In cases where a linear model is insufficient, models are build in Keras with the Functional API. This is what most Keras models in the "wild" use. Here's a convolutional neural network. We'll first talk about the Functional API aspects of it, and then the actual convolutional layers themselves.

In [16]:
inputs = keras.Input(shape=(28,28,1), name="Handwritten Digits")
x = keras.layers.Conv2D(filters=32,kernel_size=3,activation="relu") (inputs)
x = keras.layers.MaxPooling2D(pool_size = 2)(x)
x = keras.layers.Conv2D(filters = 64, kernel_size=3, activation="relu")(x)
x = keras.layers.MaxPooling2D(pool_size=2)(x)
x = keras.layers.Conv2D(filters=128, kernel_size=3, activation="relu")(x)
x = keras.layers.Flatten()(x)
outputs = keras.layers.Dense(10, activation="softmax")(x)
model = keras.Model(inputs = inputs, outputs = outputs)

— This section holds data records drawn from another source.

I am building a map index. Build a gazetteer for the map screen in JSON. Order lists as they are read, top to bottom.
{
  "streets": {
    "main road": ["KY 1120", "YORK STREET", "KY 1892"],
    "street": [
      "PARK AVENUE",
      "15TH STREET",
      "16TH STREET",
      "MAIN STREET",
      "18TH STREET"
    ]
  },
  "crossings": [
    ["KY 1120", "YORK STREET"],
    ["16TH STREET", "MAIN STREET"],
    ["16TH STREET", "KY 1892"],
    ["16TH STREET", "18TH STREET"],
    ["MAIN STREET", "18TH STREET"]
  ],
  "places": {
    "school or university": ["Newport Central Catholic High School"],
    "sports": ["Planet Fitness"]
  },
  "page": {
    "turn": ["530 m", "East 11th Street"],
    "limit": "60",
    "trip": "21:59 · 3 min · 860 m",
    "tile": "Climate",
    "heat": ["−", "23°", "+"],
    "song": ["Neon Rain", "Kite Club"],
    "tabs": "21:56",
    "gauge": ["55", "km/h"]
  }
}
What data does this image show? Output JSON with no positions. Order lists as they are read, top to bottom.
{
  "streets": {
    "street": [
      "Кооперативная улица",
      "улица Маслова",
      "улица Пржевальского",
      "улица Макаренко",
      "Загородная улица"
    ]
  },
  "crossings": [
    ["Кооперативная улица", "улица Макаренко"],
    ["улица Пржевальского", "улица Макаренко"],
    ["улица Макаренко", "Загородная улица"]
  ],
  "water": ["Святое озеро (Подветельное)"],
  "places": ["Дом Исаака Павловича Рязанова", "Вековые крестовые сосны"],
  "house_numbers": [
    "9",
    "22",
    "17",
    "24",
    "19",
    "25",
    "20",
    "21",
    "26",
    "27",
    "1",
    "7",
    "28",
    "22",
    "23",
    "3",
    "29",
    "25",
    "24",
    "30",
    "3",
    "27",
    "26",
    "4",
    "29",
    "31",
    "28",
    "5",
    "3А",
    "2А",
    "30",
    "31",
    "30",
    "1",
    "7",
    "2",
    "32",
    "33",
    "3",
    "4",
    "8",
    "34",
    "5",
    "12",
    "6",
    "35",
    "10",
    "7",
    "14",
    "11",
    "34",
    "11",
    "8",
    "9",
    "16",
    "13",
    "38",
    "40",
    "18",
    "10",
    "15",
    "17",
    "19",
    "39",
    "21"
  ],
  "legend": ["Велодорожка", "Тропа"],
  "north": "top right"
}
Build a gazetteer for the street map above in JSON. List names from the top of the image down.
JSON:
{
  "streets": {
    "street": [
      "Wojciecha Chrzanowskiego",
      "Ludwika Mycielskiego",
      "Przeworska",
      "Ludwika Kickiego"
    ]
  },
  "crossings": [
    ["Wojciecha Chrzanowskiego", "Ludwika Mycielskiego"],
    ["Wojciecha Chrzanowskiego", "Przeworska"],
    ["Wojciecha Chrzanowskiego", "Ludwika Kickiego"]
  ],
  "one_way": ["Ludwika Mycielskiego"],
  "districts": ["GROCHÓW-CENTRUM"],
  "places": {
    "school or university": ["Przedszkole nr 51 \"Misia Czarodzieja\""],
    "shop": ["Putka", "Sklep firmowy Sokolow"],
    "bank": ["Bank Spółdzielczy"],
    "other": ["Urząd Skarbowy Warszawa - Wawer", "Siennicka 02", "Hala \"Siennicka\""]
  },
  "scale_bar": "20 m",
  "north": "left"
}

Let's go over this step by step. 

We started by declacing an *Input*. Note that we can give names to these inputs, but it's optional. The inputs object holds information about the shape and possibly the dtype of the data that the model will process.

In [19]:
inputs.shape

TensorShape([None, 28, 28, 1])

Here "None" just means we haven't specified how much data we'll be using in our training set. That's fine.

In [21]:
inputs.dtype

tf.float32

Next, we create a layer, "x", and call it on the input. We then fed this through a sequence of new layers, always calling "x" upon itself.

Finally, we defined the nature of our output. We then instantiated our model by calling the *Model* function in Keras with the specified inputs and outputs. The outputs encode all the layers that create them. We can check out a summary of our model:

In [24]:
model.summary()

Model: "model"
_________________________________________________________________
 Layer (type)                Output Shape              Param #   
 Handwritten Digits (InputL  [(None, 28, 28, 1)]       0         
 ayer)                                                           
                                                                 
 conv2d (Conv2D)             (None, 26, 26, 32)        320       
                                                                 
 max_pooling2d (MaxPooling2  (None, 13, 13, 32)        0         
 D)                                                              
                                                                 
 conv2d_1 (Conv2D)           (None, 11, 11, 64)        18496     
                                                                 
 max_pooling2d_1 (MaxPoolin  (None, 5, 5, 64)          0         
 g2D)                                                            
                                                             

In total, we have a svelte 104,202 parameters. Do you know what these types of models are called? They're called "non-parametric" models.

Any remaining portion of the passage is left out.